• _WORK TO BE COMPLETED_:
All entries that follow are to be written out verbatim.

• _RECORDS FOR THIS TASK_:
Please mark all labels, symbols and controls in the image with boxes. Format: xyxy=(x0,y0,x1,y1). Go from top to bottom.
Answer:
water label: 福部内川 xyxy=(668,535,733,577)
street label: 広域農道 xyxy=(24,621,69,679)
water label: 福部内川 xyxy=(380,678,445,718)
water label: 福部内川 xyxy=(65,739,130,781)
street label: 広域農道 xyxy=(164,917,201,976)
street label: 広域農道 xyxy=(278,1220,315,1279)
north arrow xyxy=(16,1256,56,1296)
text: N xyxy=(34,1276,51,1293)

• _REPLY TO THE EXERCISE_:
Please mark all labels, symbols and controls in the image with boxes. Format: xyxy=(x0,y0,x1,y1). Go from top to bottom.
Answer:
water label: 福部内川 xyxy=(668,535,733,577)
street label: 広域農道 xyxy=(24,621,69,679)
water label: 福部内川 xyxy=(380,678,445,718)
water label: 福部内川 xyxy=(65,739,130,781)
street label: 広域農道 xyxy=(164,917,201,976)
street label: 広域農道 xyxy=(278,1220,315,1279)
north arrow xyxy=(16,1256,56,1296)
text: N xyxy=(34,1276,51,1293)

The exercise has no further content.